Em 1921, foi aprovado, pelo decreto n. 15.189, de 21 de dezembro, o regulamento da defesa sanitária vegetal, que estabeleceu as medidas relacionadas ao controle da circulação e inspeção de plantas, sementes e outros materiais de origem vegetal, que seriam executadas pelo Serviço de Inspeção e Fomento Agrícolas, pelo Serviço de Algodão e pelo serviço de vigilância sanitária vegetal do Instituto Biológico de Defesa Agrícola. O mesmo ato instituiu o Conselho Superior de Defesa Agrícola, encarregado de elaborar a lista dos produtos vegetais cuja entrada era liberada no país e o estudo de outros assuntos referentes à defesa sanitária vegetal (Brasil, 1922, p. 98-113).
Segundo o ministro da Agricultura, Ildefonso Simões Lopes, o incentivo ao expurgo fazia-se necessário, pois os produtos agrícolas brasileiros eram “mal beneficiados nas lavouras e entregues ao comércio com má aparência e sem os precisos cuidados de conservação” (Brasil, 1921b, p.
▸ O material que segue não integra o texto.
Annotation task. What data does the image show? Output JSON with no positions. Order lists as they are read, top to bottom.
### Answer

XXXV), o que acarretava prejuízos aos agricultores e à economia do país. Como as iniciativas particulares nesse sentido eram raras, o governo resolveu empreender, “pelo exemplo real e pela propaganda”, um trabalho demonstrativo das vantagens dos métodos adotados a partir da fundação do Serviço de Expurgo e Beneficiamento de Cereais (Brasil, 1921b, p. XXXV).
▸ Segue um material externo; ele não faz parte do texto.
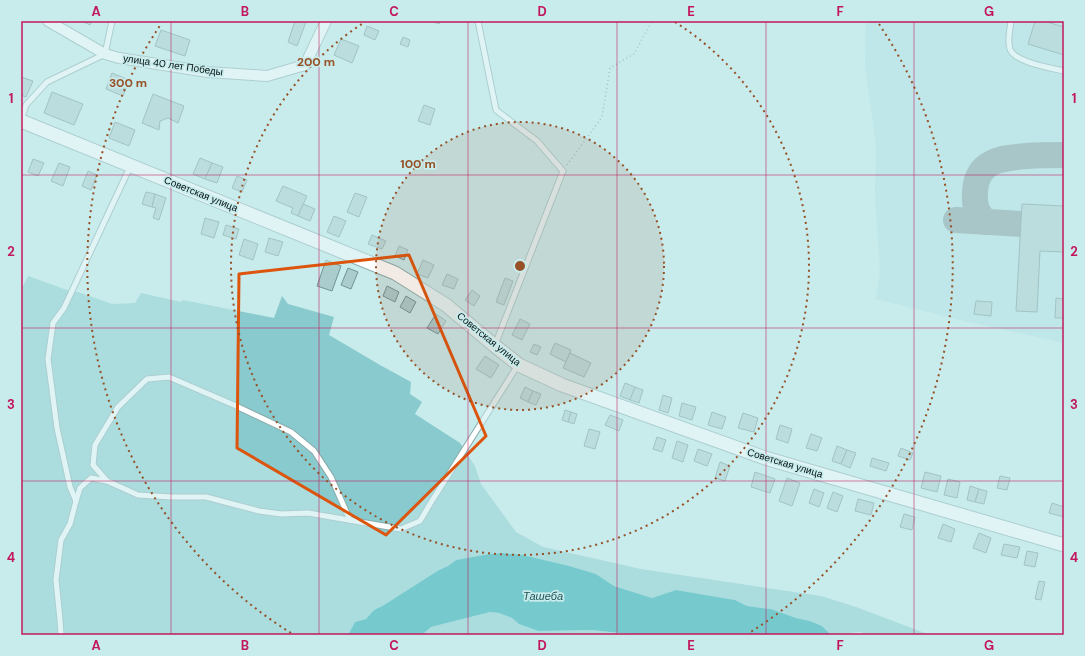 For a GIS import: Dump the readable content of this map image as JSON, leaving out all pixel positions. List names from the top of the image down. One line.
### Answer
{"streets":{"street":["улица 40 лет Победы","Советская улица"]},"water":["Ташеба"],"grid":{"columns":["A","B","C","D","E","F","G"],"rows":["1","2","3","4"]},"rings":["200 m","300 m","100 m"]} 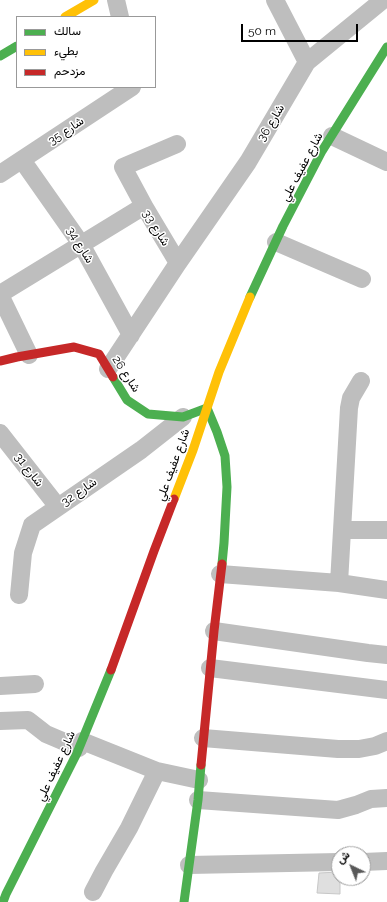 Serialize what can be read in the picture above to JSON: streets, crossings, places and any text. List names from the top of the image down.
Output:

De acordo com o decreto n. 14.377, de 1920, o expurgo seria requisitado pelos interessados ou determinado pelo serviço de vigilância sanitária vegetal do Instituto Biológico de Defesa Agrícola, em casos de grãos ou sementes destinados à exportação para países que exigissem atestados oficiais de sanidade. O exame técnico dos grãos, sementes e algodão em fardos seria feito pelo pessoal do referido instituto, que indicaria o processo e as condições a serem observadas, orientando sua execução. Para tanto, seria paga uma taxa fixada pelo ministério, podendo, ainda, ser cobrada a armazenagem para aqueles que não pudessem retirar suas mercadorias no prazo de 24 horas após a conclusão dos trabalhos. Ultrapassados três meses, os produtos seriam vendidos em leilão para pagar as despesas do órgão, sendo o restante recolhido aos cofres do Tesouro Nacional, onde ficaria à disposição do proprietário (Brasil, 1921a, p. 513-517).
Os materiais expurgados receberiam um certificado, comprovando que a mercadoria foi sujeita ao tratamento nas condições regulamentares. Esse documento, no entanto, não substituiria o atestado de sanidade passado pelo serviço de vigilância sanitária vegetal.
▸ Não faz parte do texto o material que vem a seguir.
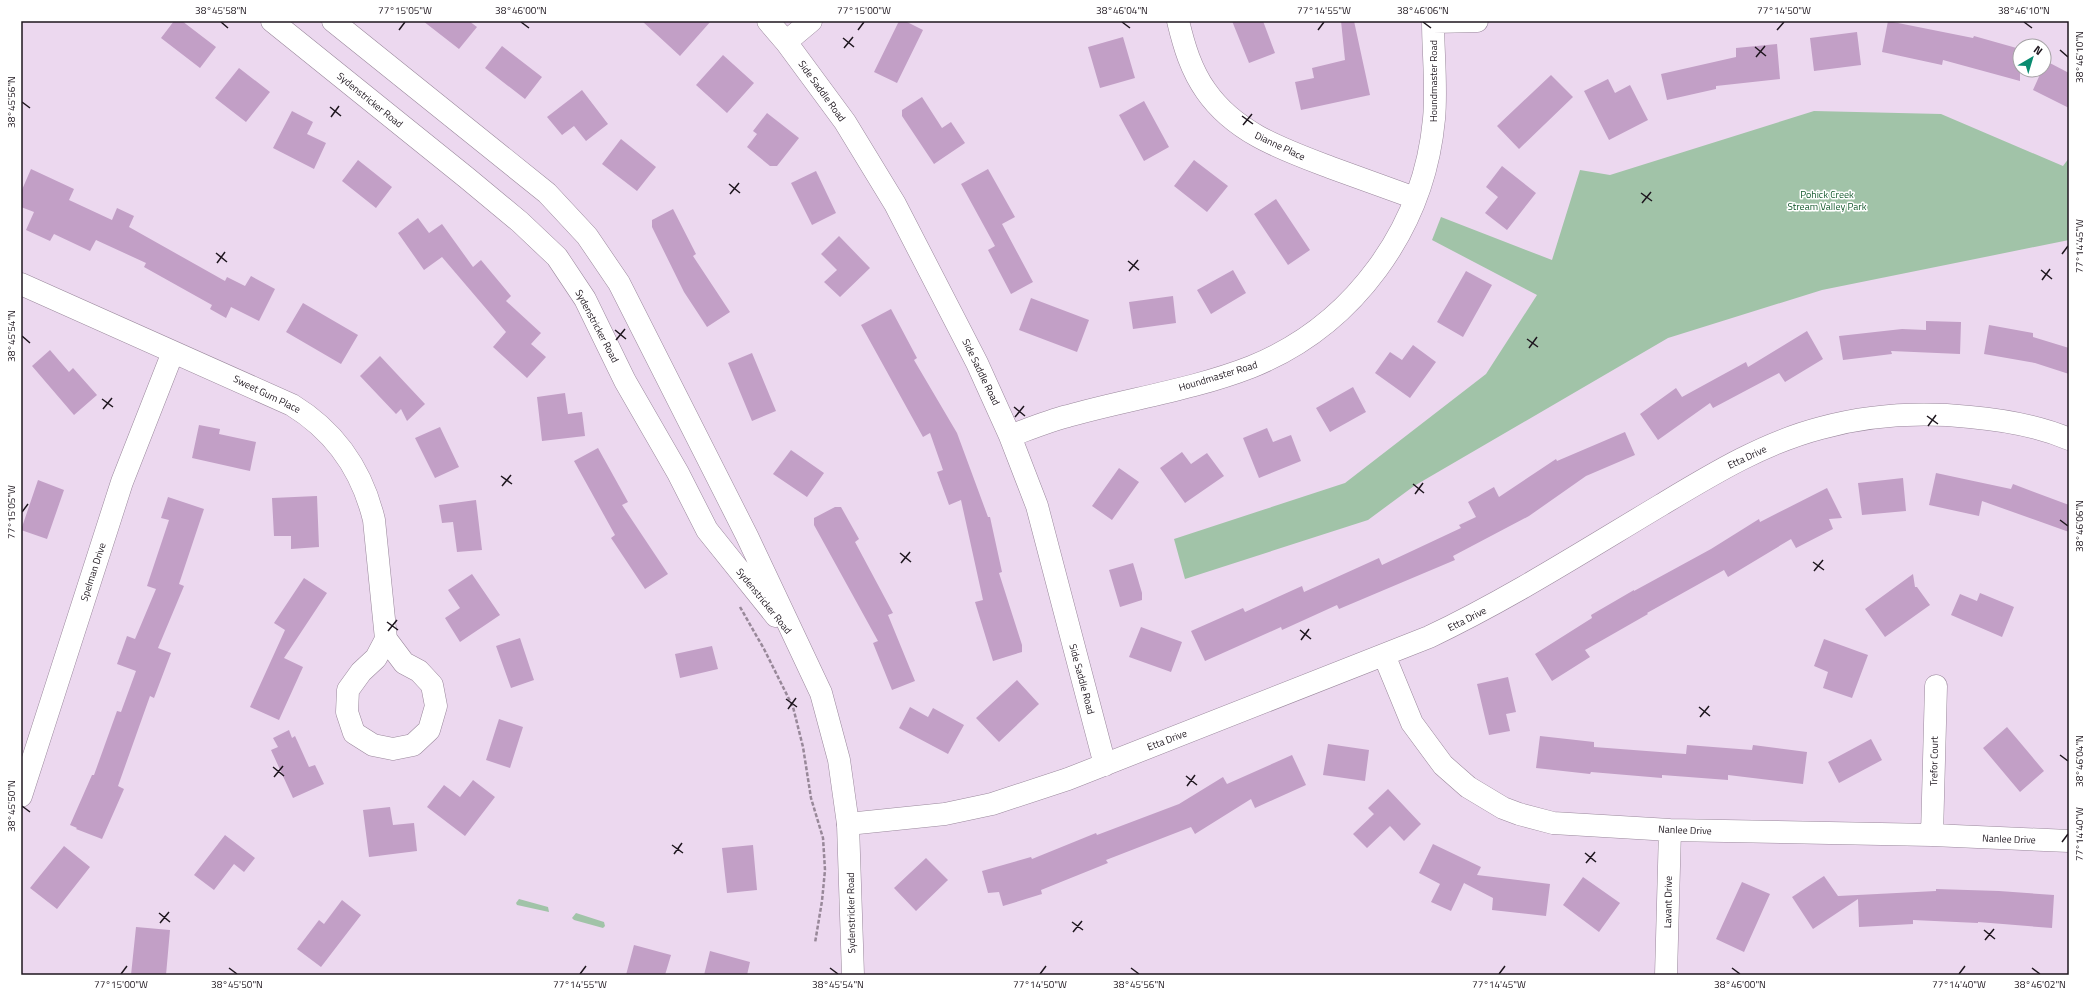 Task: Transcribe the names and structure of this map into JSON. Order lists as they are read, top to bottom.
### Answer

Para a execução dos seus trabalhos, o Serviço de Expurgo e Beneficiamento de Cereais contaria com máquinas, aparelhos, utensílios e outros equipamentos. Sua estrutura seria composta por um superintendente, um escriturário, um agente comercial, um encarregado dos armazéns, dois conferentes, um encarregado das máquinas e seus dois auxiliares, um contínuo, além dos guardas, serventes, trabalhadores e operários indispensáveis às atividades.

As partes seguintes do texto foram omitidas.